What to consider when selecting a lubricant
Evolving industry legislation and heavy-duty engine oil technology means that selecting a lubricant can be challenging. So, with an abundance of oils available, what factors should be considered before making a choice?The first step should always be to consult the Original Equipment Manufacturer (OEM) vehicle manual or contact the company directly for information and advice.
Following this, the fleet and its operating conditions should be considered - a particularly important factor for the heavy-duty equipment used in the recycling industry where the use of stop/start technology is common. For this type of technology, it is important to use a more durable lubricant that can provide protection during the engine's high number of on/off cycles.
Also, for newer engines that run at higher temperatures, a conventional lubricant that suffers from an accelerated rate of oxidation and degradation under these conditions would not be the most suitable solution. Recent innovations, such as oils that meet API CK-4 or FA-4 standards, should be utilized as they offer greater resistance to oxidation and improved aeration control and shear stability.

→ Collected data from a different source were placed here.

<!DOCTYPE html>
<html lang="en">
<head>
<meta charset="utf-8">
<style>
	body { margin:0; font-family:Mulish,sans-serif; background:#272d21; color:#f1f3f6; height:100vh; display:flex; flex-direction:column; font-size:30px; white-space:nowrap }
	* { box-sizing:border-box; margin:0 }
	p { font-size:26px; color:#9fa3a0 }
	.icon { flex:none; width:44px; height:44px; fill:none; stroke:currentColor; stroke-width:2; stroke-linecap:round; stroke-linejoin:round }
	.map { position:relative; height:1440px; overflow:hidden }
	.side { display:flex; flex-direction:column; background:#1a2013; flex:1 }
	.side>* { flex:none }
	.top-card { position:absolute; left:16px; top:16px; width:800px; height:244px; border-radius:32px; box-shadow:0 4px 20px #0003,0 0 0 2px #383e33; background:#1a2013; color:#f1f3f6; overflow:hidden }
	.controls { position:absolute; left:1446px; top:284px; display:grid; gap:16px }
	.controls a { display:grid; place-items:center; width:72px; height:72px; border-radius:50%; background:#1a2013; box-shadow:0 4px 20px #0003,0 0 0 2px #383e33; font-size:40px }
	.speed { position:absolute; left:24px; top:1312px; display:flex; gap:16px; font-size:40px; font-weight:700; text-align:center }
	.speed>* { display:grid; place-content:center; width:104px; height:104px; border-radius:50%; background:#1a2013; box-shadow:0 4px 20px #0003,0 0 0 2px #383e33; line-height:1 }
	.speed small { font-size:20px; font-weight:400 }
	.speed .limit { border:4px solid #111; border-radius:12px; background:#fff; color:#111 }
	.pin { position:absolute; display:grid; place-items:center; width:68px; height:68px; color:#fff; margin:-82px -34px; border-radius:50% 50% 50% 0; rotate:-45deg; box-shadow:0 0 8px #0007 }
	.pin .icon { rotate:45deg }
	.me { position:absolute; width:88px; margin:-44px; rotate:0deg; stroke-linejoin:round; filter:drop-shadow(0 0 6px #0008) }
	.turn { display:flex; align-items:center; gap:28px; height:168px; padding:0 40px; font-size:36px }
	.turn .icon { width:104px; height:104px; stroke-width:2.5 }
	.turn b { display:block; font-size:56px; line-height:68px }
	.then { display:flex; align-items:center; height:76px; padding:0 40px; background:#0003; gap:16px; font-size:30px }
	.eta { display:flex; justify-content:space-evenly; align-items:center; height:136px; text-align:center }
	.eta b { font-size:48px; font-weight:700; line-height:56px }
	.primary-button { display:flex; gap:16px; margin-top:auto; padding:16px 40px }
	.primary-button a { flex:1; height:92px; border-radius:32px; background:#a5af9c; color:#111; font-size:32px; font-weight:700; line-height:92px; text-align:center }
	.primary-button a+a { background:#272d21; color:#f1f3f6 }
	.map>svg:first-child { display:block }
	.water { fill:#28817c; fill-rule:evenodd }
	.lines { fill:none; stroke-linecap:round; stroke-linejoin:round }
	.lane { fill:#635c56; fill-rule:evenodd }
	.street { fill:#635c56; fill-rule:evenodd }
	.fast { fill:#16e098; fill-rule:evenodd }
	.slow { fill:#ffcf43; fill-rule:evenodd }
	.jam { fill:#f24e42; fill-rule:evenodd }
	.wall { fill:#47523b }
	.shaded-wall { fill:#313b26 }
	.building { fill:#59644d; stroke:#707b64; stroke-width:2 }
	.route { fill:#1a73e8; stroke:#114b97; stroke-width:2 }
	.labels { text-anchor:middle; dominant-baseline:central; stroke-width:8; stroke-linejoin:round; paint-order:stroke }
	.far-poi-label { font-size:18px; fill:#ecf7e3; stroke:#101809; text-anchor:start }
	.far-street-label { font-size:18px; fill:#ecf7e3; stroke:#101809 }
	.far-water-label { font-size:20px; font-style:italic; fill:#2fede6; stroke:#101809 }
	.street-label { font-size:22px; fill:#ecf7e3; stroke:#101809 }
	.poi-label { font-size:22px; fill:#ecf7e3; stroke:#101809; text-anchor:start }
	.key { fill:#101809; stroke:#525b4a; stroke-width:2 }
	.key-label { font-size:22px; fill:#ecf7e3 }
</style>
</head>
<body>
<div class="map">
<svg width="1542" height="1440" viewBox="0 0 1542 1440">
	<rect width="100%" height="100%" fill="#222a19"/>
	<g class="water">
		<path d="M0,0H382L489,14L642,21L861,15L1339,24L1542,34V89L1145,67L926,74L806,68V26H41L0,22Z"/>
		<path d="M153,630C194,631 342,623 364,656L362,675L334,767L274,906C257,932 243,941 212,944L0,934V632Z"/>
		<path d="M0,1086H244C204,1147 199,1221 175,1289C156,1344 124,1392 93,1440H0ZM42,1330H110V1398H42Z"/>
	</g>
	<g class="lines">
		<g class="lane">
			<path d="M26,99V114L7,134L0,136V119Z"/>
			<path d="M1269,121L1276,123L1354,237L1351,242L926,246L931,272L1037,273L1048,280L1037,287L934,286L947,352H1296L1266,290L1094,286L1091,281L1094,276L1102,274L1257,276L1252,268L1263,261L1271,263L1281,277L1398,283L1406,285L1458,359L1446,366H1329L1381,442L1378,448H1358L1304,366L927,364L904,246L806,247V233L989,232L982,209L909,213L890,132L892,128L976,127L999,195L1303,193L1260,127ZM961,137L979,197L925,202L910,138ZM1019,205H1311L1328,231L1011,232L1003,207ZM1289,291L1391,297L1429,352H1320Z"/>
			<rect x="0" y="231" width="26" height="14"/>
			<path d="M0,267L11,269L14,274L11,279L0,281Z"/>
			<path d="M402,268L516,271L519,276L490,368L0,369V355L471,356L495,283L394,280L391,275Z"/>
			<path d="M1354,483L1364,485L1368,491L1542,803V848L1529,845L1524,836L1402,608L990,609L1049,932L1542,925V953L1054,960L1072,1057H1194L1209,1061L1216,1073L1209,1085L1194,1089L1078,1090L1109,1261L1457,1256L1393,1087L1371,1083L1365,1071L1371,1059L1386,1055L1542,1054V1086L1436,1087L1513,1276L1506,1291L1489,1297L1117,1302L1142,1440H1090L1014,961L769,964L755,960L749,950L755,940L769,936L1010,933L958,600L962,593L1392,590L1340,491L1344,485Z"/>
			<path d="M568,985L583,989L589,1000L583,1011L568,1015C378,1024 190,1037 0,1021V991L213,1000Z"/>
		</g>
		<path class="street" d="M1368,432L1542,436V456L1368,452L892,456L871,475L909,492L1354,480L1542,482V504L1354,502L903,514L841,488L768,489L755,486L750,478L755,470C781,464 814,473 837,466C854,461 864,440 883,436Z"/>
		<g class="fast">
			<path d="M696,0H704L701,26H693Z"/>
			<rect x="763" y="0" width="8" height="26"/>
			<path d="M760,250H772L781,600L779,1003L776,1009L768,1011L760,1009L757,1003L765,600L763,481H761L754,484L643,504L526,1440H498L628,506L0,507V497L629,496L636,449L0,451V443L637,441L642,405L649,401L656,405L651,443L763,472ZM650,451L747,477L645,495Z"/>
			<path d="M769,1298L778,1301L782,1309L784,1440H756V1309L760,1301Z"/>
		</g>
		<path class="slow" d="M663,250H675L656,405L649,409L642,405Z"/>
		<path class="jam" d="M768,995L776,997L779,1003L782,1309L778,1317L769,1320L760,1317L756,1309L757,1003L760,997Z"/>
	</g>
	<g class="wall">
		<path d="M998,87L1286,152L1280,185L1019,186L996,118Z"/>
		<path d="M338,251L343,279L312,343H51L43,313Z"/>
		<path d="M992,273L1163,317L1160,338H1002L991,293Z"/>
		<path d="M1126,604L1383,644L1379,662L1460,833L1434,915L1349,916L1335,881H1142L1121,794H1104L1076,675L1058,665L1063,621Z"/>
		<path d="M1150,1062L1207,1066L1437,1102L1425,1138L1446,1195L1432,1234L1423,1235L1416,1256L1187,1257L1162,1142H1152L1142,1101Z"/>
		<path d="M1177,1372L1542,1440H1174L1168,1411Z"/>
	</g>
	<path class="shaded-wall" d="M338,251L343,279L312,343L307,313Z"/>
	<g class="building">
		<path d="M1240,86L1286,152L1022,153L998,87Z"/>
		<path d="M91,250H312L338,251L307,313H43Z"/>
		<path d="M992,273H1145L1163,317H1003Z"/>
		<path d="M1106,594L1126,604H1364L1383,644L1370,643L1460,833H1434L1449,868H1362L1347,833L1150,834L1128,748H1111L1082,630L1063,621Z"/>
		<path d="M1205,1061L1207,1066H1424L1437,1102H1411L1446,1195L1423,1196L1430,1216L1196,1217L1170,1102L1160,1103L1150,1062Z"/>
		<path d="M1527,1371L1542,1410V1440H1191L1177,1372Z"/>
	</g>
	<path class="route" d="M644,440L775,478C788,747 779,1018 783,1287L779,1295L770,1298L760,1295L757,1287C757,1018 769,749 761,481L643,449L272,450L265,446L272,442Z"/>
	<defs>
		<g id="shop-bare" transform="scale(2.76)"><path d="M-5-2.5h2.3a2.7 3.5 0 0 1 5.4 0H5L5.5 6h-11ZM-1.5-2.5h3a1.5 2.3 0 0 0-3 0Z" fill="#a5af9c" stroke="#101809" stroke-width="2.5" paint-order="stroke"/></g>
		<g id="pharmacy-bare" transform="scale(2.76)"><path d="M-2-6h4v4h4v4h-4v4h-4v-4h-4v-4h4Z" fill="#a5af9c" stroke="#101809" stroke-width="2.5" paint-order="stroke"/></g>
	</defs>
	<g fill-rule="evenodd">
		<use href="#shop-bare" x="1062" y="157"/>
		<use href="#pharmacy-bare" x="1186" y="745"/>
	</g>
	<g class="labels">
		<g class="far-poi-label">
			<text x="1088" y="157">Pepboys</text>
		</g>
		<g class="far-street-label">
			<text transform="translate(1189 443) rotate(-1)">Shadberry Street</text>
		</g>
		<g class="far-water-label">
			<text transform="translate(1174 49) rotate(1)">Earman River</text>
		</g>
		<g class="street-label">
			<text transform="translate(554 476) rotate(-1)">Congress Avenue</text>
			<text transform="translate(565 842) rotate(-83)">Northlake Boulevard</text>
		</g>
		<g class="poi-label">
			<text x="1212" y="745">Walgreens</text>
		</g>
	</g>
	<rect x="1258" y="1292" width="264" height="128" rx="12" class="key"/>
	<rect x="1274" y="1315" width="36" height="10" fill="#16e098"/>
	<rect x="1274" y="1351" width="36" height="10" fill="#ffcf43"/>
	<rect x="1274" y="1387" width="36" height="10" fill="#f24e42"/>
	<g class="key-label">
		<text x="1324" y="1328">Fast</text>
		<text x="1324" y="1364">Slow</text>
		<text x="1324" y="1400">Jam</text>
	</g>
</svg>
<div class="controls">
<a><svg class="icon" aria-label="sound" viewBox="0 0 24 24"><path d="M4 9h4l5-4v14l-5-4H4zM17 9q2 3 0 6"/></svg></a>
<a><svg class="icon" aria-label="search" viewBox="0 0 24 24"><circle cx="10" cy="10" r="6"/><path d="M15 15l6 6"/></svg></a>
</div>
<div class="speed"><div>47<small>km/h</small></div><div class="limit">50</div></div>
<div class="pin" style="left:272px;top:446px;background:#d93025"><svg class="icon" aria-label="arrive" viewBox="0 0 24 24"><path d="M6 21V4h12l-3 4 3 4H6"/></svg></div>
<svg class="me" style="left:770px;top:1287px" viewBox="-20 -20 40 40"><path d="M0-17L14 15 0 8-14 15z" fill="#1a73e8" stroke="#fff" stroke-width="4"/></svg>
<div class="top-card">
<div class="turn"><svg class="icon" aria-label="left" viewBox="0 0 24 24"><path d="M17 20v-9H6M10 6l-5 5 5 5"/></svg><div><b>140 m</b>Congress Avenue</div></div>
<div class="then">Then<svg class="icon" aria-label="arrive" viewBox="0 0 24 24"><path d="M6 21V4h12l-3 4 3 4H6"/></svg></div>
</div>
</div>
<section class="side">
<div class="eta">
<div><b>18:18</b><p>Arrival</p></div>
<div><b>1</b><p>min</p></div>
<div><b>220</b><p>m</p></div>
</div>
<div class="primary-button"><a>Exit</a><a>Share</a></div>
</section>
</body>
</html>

As part of this process, operators should examine their region and climate. Fleets operating in warmer climates will have different oil requirements to fleets in the colder regions of Canada and the northern U.S. Oils that are designed to provide protection in colder temperatures have a ‘W' (which stands for winter) on the container, which features after the SAE (Society of Automotive Engineer) grade.
For those fleets in warmer areas, a heavier oil such as an SAE 30 or 40 grade would be more suitable - these resist the breakdown associated with high temperatures and ensure proper flow and engine protection.
The oil's viscosity dictates its ability to flow. In cold conditions, if the oil's viscosity is too high it may resist easy movement, delaying the lubrication and protection of the engine resulting in increased engine wear. Oils that meet industry standard tests such as Cold Crank Viscosity and Low Temperature Pumpability provide peace of mind that the oils will lubricate critical components, even in the coldest of operating conditions.
Because, there are a multitude of factors to consider, it's always important to seek OEM and expert lubricant advice and recommendations ahead of changing the type or grade of engine oil used.